**Exercise objective:** In the records that follow, find each line containing "canvas" and copy it.

**Given data:**
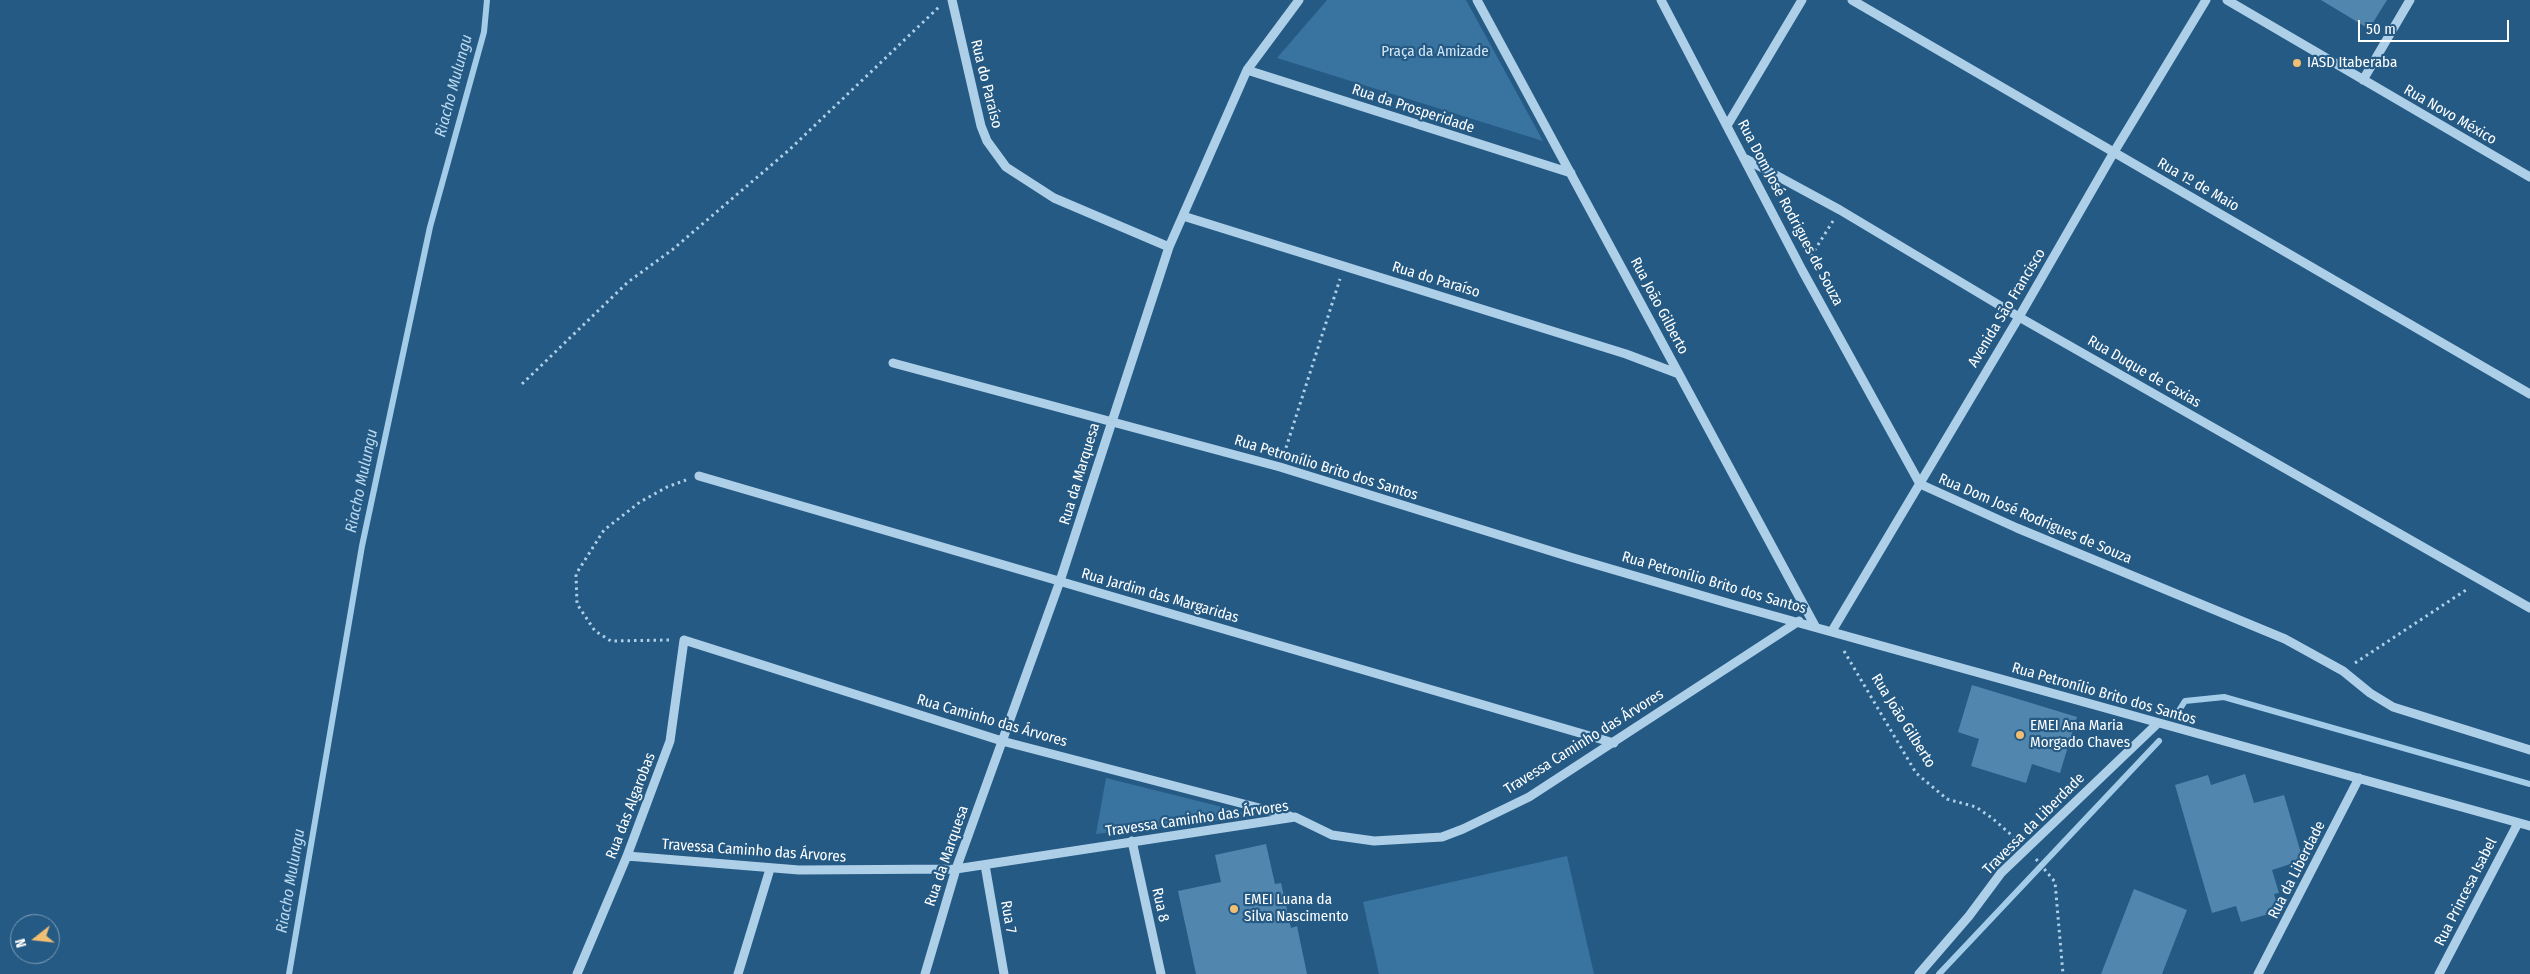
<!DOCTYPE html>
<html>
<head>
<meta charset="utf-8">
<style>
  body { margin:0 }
  #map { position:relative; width:2530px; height:974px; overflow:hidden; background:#255a84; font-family:"Fira Sans Condensed",sans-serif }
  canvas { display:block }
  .north { position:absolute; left:10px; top:914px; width:50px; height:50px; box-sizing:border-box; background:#255a84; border:1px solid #7c9cb5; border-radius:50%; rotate:254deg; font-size:14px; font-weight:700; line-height:20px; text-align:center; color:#fff }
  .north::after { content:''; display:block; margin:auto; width:18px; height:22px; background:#f2be72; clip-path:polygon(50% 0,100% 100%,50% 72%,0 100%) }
  .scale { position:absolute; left:2358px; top:20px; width:151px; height:22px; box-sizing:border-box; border:2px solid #fff; border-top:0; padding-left:6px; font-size:15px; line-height:18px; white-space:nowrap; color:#fff; -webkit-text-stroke:4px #255a84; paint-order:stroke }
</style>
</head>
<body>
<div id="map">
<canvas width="2530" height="974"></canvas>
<div class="north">N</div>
<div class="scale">50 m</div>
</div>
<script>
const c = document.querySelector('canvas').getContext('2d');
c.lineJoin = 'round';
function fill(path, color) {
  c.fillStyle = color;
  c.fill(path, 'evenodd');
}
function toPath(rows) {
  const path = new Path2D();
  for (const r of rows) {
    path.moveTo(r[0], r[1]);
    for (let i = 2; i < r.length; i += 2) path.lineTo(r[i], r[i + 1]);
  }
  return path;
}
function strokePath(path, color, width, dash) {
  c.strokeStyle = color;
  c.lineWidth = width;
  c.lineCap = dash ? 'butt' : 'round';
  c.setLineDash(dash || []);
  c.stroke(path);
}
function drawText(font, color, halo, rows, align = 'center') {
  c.font = font + ' "Fira Sans Condensed",sans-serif';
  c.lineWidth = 4.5;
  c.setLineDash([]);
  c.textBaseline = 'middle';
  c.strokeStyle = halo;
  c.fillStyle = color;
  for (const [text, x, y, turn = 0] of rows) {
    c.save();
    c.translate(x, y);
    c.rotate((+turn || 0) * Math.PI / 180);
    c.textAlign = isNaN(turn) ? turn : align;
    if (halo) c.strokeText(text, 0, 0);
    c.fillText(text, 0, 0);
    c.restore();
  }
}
const green = toPath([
  [1327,0,1466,0,1543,141,1277,58],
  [1106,778,1258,816,1096,834],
  [1567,856,1594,974,1379,974,1363,902]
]);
const stream = toPath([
  [2178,712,2185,701,2224,697,2530,784],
  [289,974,362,546,430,227,484,32,487,0],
  [1939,974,2159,741]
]);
const building = toPath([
  [2321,0,2387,0,2369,29],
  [1972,685,2077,717,2060,773,2032,764,2026,783,1971,766,1979,739,1958,732],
  [2245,774,2254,803,2284,795,2303,860,2272,870,2279,893,2274,894,2279,911,2241,922,2236,906,2212,913,2175,785,2208,775,2211,785],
  [1266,844,1275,884,1281,883,1291,928,1297,926,1307,974,1196,974,1178,891,1221,882,1215,855],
  [2134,889,2187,910,2162,974,2101,974]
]);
const path = toPath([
  [1811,256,1833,221],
  [522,384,628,282,672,250,789,150,940,6],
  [1284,454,1340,279],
  [669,640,611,641,595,631,577,604,576,574,604,530,640,502,667,487,686,480],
  [1844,651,1916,773,1947,799,1976,807,1992,818,2016,839],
  [2355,663,2469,588],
  [2036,859,2055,882,2063,974]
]);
const minor = toPath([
  [952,0,981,126,987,141,1006,167,1054,198,1169,247],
  [1477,0,1815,626],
  [1661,0,1802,270,1920,484,2017,528,2285,639,2343,671,2370,693,2393,707,2530,750],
  [1852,0,2530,394],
  [2227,0,2530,177],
  [1247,70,1571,173],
  [2363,80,2410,0],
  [1728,124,1802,0],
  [1746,159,1840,210,2019,317,2530,608],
  [1183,216,1626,354,1679,374],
  [893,363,1280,467,1570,557,1731,604,2530,826],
  [699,476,1614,743],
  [1832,631,2019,317,2114,152,2206,0],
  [1132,841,1161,974],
  [627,856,799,870,956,869,1295,817,1332,835,1374,841,1442,837,1463,829,1529,797,1799,621],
  [985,865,1004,974],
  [577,974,627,856,670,741,684,640,1002,741,1290,816],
  [738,974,770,869],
  [925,974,956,869,1060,581,1169,247,1247,70,1299,0],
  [1919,974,1969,916,2001,873,2158,723],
  [2258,974,2359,778],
  [2439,974,2518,823]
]);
const markers = [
  [2297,63,5,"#f2be72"],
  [2020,735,5,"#f2be72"],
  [1234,909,5,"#f2be72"]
];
const parkNames = [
  ["Praça da Amizade",1435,52]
];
const poiNames = [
  ["IASD Itaberaba",2307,63],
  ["EMEI Ana Maria",2030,726],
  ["Morgado Chaves",2030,743],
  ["EMEI Luana da",1244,900],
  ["Silva Nascimento",1244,917]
];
const streetNames = [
  ["Rua do Paraíso",986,84,76],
  ["Rua da Prosperidade",1413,109,18],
  ["Rua Novo México",2450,115,30],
  ["Rua 1º de Maio",2198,185,30],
  ["Rua Dom José Rodrigues de Souza",1790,213,62],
  ["Rua do Paraíso",1436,280,17],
  ["Rua João Gilberto",1659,306,62],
  ["Avenida São Francisco",2007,308,-59],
  ["Rua Duque de Caxias",2144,372,30],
  ["Rua Petronílio Brito dos Santos",1326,468,17],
  ["Rua da Marquesa",1080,474,-73],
  ["Rua Dom José Rodrigues de Souza",2035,519,23],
  ["Rua Petronílio Brito dos Santos",1714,583,16],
  ["Rua Jardim das Margaridas",1160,596,16],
  ["Rua Petronílio Brito dos Santos",2104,694,16],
  ["Rua Caminho das Árvores",992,721,16],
  ["Rua João Gilberto",1903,721,58],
  ["Travessa Caminho das Árvores",1584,742,-32],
  ["Rua das Algarobas",631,806,-69],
  ["Travessa Caminho das Árvores",1197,819,-8],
  ["Travessa da Liberdade",2034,824,-45],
  ["Travessa Caminho das Árvores",754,851,4],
  ["Rua da Marquesa",947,856,-71],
  ["Rua da Liberdade",2297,870,-63],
  ["Rua Princesa Isabel",2466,892,-63],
  ["Rua 8",1160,905,78],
  ["Rua 7",1008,917,80]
];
const waterNames = [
  ["Riacho Mulungu",454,86,-75],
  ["Riacho Mulungu",362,481,-78],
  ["Riacho Mulungu",291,881,-80]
];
fill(green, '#3974a1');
strokePath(stream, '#a3cce9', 6);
fill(building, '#5186ae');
strokePath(path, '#aecfe8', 3, [2.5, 4]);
strokePath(minor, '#aecfe8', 9);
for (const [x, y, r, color] of markers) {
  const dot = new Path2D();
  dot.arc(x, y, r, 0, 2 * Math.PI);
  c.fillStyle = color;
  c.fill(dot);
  strokePath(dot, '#255a84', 2);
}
drawText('15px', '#d2e7f6', '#255a84', parkNames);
drawText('15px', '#fff', '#255a84', poiNames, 'left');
drawText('15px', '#fff', '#255a84', streetNames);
drawText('italic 16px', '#bad9ef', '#255a84', waterNames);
</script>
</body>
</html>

**Worked solution:**
  canvas { display:block }
<canvas width="2530" height="974"></canvas>
const c = document.querySelector('canvas').getContext('2d');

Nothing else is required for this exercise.